Scan algorithms live in <numeric> and come in two generations. C++98 introduced std::partial_sum, which computes a strict left-to-right fold at each position. C++17 added four new algorithms β€” std::inclusive_scan, std::exclusive_scan, std::transform_inclusive_scan, and std::transform_exclusive_scan β€” formulated to allow parallel execution.

The key difference between generations is not just parallelism. std::partial_sum applies the binary operation in guaranteed left-to-right order, so the operation need not be associative. The C++17 algorithms require an associative binary operation β€” not necessarily commutative β€” which gives the scheduler freedom to split and merge sub-ranges arbitrarily. Passing a non-associative operation to a C++17 scan with a parallel execution policy is undefined behaviour.

The inclusive/exclusive axis describes what element is counted at position i:

  • Inclusive: output[i] accumulates input[0..i] β€” the current element is included.
  • Exclusive: output[i] accumulates input[0..i-1] β€” the current element is excluded; output[0] takes an explicit init value.

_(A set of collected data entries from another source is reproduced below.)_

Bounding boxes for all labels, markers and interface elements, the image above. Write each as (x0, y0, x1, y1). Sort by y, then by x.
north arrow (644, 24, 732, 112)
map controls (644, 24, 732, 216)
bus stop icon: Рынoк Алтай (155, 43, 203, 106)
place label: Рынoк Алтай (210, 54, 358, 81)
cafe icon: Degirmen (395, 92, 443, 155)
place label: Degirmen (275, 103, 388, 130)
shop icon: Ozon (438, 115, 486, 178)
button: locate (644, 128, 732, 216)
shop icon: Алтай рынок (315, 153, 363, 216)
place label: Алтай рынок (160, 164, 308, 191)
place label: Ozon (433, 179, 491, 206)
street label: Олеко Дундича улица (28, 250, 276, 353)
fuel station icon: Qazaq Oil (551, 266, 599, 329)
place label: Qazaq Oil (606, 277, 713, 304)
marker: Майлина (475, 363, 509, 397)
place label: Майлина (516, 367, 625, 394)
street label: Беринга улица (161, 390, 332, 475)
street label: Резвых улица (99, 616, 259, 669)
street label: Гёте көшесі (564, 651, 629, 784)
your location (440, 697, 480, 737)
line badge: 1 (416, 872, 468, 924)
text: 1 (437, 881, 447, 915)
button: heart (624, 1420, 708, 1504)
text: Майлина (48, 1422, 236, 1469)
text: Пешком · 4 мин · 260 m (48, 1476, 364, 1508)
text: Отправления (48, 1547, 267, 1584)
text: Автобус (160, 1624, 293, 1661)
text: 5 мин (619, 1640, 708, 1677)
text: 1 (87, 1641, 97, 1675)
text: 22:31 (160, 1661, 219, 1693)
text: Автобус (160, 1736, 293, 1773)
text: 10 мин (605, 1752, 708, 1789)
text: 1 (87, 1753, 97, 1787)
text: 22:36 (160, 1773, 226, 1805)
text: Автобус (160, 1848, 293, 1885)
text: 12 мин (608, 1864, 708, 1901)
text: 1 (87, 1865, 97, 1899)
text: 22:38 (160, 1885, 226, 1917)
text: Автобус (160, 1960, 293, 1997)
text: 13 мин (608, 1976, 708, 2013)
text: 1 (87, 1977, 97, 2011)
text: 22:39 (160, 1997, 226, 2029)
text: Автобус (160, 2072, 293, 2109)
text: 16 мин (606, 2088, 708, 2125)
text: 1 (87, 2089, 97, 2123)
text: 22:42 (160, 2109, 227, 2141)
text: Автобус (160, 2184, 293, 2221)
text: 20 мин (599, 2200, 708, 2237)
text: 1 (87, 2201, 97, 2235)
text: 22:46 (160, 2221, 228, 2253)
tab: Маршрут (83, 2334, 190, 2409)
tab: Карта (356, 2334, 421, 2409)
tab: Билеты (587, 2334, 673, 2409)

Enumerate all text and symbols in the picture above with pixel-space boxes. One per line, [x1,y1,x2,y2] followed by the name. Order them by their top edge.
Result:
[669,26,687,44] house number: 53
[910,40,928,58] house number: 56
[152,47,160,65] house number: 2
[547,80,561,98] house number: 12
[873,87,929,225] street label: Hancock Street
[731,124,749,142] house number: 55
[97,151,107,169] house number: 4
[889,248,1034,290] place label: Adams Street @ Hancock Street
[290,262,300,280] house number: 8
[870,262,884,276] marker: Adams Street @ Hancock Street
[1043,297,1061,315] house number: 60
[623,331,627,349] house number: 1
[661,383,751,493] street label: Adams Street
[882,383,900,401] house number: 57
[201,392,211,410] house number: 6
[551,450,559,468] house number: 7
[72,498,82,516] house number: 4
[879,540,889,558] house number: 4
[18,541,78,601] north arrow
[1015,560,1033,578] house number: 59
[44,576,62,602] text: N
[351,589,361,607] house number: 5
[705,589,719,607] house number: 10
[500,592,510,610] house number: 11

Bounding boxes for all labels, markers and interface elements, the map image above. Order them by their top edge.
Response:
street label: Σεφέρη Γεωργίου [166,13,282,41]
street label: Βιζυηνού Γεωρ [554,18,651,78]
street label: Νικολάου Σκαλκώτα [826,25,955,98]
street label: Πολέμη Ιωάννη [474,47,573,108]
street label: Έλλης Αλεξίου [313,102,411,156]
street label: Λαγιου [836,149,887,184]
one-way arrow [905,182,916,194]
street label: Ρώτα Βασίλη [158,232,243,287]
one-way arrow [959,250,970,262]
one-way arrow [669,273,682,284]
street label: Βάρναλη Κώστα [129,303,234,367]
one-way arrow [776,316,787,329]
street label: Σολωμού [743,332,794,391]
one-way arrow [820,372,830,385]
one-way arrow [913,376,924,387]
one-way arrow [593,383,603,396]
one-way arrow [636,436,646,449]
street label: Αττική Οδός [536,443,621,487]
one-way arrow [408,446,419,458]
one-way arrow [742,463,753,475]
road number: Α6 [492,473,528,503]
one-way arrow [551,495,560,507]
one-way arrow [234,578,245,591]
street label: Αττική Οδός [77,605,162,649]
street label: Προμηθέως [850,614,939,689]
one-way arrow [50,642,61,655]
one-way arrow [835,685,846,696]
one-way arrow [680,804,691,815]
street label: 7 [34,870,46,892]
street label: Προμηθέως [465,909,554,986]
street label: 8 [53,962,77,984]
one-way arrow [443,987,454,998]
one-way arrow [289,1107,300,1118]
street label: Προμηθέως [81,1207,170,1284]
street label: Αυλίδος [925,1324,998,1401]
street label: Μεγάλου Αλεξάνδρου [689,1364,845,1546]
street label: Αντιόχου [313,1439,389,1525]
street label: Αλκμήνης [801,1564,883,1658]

For input {1, 2, 3, 4} with addition and init = 0:

cpp
inclusive: {1, 3, 6, 10}
exclusive: {0, 1, 3, 6}

The exclusive form shifts the scan forward by one slot. This makes it the natural choice for computing per-segment write offsets in parallel algorithms: each worker reads its starts[i] without a separate coordination pass.

Syntax

cpp
#include <numeric>
#include <execution>  // C++17: execution policies

// C++98 β€” sequential; op need not be associative
template<class InIt, class OutIt>
OutIt partial_sum(InIt first, InIt last, OutIt result);

template<class InIt, class OutIt, class BinaryOp>
OutIt partial_sum(InIt first, InIt last, OutIt result, BinaryOp op);

// C++17 β€” inclusive scan; op must be associative
template<class InIt, class OutIt>
OutIt inclusive_scan(InIt first, InIt last, OutIt result);

template<class InIt, class OutIt, class BinaryOp>
OutIt inclusive_scan(InIt first, InIt last, OutIt result, BinaryOp op);

template<class InIt, class OutIt, class BinaryOp, class T>
OutIt inclusive_scan(InIt first, InIt last, OutIt result, BinaryOp op, T init);

// C++17 β€” exclusive scan; init is mandatory
template<class InIt, class OutIt, class T>
OutIt exclusive_scan(InIt first, InIt last, OutIt result, T init);

template<class InIt, class OutIt, class T, class BinaryOp>
OutIt exclusive_scan(InIt first, InIt last, OutIt result, T init, BinaryOp op);

// C++17 β€” transform then inclusive scan
template<class InIt, class OutIt, class BinaryOp, class UnaryOp>
OutIt transform_inclusive_scan(InIt first, InIt last, OutIt result,
                                BinaryOp binary_op, UnaryOp unary_op);

template<class InIt, class OutIt, class BinaryOp, class UnaryOp, class T>
OutIt transform_inclusive_scan(InIt first, InIt last, OutIt result,
                                BinaryOp binary_op, UnaryOp unary_op, T init);

// C++17 β€” transform then exclusive scan; note: init precedes the ops
template<class InIt, class OutIt, class T, class BinaryOp, class UnaryOp>
OutIt transform_exclusive_scan(InIt first, InIt last, OutIt result,
                                T init, BinaryOp binary_op, UnaryOp unary_op);

Every C++17 algorithm has an overload family prefixed with an ExecutionPolicy argument (std::execution::seq, par, par_unseq).

Examples

Segment offset computation

cpp
#include <numeric>
#include <vector>
#include <iostream>

int main() {
    std::vector<int> sizes{3, 1, 4, 1, 5, 9};

    std::vector<int> ends(sizes.size());
    std::inclusive_scan(sizes.begin(), sizes.end(), ends.begin()); // C++17
    // ends: {3, 4, 8, 9, 14, 23}

    std::vector<int> starts(sizes.size());
    std::exclusive_scan(sizes.begin(), sizes.end(), starts.begin(), 0); // C++17
    // starts: {0, 3, 4, 8, 9, 14}

    for (std::size_t i = 0; i < sizes.size(); ++i)
        std::cout << "[" << starts[i] << ", " << ends[i] << ")\n";
}

The exclusive/inclusive pair together provides both endpoints of each half-open interval in a single pass β€” the canonical pattern for partitioning a flat buffer among variable-length segments.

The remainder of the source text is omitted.